Die Massen an Touristen hier sind enorm, Pommesbuden und Souvenirshops reihen sich aneinander. Darauf haben wir gar keine Lust und verlassen nach unserem Rundgang schleunigst das Gebiet nach Norden. An Radfahren ist hier indes erstmal nicht zu denken – Freiheit und Ruhe vor Autos bedeutet in Touristenregionen erst einmal schlechte Wegstrecke.

Der Oberlauf des Narew

Wir fahren zum Jezioro Siemianowskie, dem Stausee im Oberlauf des Narew. Dort finden wir mit Hilfe von Marek einen Pole Biwakowe. Marek hatte einen gut laufenden Onlineshop in Wrocław (Breslau), den er verkauft hat. Seitdem fährt er mit seinem Audi A6 und seinem Sohn durch das Land und zeltet an den schönsten Stellen Polens.

Am nächsten Morgen weckt uns schöner Sonnenschein. Nach dem morgendlichen Bad zieht ein heftiges Gewitter heran. Es ist windstill. Wir hören die auf den See prasselnden Regentropfen immer näherkommen. Und dann ist das Unwetter mit immensem Regen direkt über uns. Das Wasser kann nicht in den durch die Autos festgefahrenen Waldboden versickern und läuft oberflächlich ab, und das leider direkt durch unser Zelt. Heiko ist längere Zeit damit beschäftigt, die Wassermassen um das Zelt herumzuleiten. Das Feuer ist aus und die Stimmung auf dem Nullpunkt. Wir entscheiden uns, noch eine weitere Nacht hier zu bleiben und stellen das Zelt an eine bessere Stelle.
Wir baden im See, kaufen im nahen Sklep Grillgut und vertreiben uns den Tag.

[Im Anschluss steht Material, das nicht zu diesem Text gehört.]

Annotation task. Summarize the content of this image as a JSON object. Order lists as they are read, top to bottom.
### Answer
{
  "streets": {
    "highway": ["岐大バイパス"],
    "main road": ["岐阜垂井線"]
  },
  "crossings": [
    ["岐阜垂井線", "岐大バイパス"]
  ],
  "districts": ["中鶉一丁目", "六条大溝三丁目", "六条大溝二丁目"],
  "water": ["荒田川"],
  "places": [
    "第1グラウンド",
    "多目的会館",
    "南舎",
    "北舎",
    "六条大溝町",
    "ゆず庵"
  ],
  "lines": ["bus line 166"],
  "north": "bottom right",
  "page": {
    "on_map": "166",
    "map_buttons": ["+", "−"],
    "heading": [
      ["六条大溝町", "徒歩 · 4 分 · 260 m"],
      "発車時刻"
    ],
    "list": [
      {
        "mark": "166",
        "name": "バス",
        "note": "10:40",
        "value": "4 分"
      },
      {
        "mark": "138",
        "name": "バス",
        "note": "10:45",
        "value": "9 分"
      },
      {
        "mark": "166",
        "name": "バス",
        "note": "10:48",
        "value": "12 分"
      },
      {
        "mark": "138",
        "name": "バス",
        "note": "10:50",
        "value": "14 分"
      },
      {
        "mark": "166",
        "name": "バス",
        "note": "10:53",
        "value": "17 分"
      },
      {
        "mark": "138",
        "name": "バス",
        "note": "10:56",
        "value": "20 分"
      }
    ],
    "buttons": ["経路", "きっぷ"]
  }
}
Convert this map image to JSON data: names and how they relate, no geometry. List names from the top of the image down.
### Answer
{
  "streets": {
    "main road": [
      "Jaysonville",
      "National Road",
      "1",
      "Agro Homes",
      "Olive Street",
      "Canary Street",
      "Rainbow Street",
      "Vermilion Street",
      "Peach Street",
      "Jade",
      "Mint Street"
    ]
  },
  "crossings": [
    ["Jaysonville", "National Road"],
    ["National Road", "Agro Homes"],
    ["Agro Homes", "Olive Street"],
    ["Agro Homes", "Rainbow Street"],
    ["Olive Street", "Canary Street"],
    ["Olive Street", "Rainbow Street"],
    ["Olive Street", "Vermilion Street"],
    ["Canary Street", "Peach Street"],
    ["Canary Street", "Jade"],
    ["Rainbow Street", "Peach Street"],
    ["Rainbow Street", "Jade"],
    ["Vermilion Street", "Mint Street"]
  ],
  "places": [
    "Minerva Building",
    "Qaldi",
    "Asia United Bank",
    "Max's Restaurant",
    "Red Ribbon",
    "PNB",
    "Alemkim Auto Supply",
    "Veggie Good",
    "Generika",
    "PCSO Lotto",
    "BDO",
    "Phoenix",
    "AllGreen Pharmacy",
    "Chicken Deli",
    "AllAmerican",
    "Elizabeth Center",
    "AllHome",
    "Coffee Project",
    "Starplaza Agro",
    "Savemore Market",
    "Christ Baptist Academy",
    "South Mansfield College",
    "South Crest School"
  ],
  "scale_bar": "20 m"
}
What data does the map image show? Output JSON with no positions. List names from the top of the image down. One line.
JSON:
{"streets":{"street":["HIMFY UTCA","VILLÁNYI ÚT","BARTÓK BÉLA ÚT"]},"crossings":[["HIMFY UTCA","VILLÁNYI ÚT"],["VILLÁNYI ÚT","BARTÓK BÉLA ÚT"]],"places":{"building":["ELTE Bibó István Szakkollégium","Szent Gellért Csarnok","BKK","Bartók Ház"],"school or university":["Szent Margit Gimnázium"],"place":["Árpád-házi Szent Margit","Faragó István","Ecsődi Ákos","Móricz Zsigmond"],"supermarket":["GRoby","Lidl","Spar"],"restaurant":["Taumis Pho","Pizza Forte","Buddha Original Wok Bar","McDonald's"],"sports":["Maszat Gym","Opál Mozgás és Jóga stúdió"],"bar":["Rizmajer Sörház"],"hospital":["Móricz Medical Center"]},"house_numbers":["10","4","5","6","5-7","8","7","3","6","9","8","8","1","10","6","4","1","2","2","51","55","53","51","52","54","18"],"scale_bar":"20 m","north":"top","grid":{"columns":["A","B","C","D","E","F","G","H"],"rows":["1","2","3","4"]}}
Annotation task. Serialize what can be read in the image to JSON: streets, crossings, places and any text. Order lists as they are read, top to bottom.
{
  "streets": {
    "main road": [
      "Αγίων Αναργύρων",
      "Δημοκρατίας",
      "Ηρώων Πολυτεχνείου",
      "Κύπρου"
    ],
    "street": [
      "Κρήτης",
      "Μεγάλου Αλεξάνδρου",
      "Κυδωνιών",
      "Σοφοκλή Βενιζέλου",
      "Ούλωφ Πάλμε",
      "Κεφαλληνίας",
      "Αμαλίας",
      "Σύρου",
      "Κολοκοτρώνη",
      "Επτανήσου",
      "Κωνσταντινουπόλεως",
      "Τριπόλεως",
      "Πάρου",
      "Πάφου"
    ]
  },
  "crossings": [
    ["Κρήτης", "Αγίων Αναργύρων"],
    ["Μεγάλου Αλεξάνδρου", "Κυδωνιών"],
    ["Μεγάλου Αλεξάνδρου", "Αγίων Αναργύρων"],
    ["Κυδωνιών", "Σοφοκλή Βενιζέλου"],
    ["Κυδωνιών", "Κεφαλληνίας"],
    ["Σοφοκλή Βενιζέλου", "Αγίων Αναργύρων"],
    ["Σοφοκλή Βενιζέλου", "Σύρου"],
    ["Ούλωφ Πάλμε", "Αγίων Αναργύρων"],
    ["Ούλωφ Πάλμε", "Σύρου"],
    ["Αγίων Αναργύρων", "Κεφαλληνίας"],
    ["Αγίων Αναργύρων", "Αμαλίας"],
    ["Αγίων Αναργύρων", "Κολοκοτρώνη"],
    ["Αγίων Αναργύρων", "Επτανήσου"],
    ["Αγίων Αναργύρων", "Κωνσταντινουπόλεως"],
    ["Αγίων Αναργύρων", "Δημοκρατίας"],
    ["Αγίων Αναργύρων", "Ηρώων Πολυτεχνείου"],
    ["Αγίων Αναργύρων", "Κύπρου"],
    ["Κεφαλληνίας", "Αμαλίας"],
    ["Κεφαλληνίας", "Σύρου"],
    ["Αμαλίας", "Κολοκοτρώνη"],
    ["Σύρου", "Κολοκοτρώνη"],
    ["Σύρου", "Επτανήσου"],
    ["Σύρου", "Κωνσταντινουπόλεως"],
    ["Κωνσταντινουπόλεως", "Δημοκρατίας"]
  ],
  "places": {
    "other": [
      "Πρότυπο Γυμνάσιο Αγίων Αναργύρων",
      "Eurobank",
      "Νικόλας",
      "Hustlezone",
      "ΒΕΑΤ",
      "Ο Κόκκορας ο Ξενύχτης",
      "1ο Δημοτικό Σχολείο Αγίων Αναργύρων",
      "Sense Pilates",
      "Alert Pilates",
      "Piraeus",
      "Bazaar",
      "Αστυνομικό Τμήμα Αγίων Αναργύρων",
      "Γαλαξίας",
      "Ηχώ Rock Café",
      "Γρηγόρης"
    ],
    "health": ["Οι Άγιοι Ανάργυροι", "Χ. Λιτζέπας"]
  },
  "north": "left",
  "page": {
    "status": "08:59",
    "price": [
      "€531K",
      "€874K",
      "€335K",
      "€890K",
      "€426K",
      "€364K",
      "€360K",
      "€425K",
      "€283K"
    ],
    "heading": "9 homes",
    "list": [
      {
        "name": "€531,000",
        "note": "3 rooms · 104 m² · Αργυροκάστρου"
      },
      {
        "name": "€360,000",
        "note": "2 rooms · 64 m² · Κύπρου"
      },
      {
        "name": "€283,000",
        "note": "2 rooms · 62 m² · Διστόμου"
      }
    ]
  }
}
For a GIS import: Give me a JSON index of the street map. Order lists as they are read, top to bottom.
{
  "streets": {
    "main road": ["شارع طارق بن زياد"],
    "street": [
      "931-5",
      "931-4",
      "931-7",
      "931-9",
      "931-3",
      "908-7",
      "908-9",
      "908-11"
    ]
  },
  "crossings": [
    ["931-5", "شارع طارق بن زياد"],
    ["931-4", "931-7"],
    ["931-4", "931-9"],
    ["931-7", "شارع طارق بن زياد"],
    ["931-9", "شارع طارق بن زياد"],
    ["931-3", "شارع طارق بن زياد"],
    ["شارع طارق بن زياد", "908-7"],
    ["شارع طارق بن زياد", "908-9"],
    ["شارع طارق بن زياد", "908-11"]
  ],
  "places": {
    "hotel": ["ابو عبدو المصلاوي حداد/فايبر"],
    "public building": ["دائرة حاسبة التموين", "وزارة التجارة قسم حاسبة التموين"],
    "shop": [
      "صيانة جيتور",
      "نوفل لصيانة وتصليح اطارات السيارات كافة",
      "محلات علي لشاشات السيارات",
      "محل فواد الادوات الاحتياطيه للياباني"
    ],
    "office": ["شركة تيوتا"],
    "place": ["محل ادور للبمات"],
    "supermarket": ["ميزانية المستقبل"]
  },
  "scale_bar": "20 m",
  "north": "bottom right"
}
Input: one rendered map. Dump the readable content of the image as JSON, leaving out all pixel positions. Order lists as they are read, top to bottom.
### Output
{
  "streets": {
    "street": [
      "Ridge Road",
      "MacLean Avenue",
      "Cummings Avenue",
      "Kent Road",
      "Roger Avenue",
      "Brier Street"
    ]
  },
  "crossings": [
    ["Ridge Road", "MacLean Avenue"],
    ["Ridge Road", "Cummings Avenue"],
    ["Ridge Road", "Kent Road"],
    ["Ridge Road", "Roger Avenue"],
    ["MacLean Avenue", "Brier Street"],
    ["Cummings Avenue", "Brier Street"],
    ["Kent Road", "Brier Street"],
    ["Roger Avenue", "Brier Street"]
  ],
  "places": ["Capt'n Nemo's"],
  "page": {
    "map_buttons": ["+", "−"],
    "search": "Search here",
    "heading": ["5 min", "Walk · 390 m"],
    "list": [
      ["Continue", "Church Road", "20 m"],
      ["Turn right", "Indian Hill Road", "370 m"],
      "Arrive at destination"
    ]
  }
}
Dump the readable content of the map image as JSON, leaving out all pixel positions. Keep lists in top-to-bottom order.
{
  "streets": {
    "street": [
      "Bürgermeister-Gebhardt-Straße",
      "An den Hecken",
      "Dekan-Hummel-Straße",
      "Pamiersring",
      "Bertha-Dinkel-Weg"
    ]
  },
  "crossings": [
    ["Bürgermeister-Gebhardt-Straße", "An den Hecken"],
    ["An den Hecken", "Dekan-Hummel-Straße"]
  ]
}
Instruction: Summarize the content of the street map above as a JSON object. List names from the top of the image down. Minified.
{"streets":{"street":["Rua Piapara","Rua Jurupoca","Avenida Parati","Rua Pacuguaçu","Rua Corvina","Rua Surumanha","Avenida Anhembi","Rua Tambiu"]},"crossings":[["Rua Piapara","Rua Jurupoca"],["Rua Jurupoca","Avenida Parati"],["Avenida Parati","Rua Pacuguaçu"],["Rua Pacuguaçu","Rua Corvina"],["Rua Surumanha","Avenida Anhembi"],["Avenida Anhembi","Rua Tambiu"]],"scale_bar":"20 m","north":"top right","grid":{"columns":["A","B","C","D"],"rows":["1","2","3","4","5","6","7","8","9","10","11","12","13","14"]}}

Große Überraschung, nach einem kräftigen Gewitterregen haben wir morgens Wasser im Zelt. Was lernen wir daraus: wähle Deinen Zeltplatz weise. Nimm nicht die Stelle mit der schönsten Aussicht, sondern die Stelle, wo nach einem Regenguß kein Wasser fließen wird ...

Große Überraschung, nach einem kräftigen Gewitterregen haben wir morgens Wasser im Zelt. Was lernen wir daraus: wähle Deinen Zeltplatz weise. Nimm nicht die Stelle mit der schönsten Aussicht, sondern die Stelle, wo nach einem Regenguß kein Wasser fließen wird ...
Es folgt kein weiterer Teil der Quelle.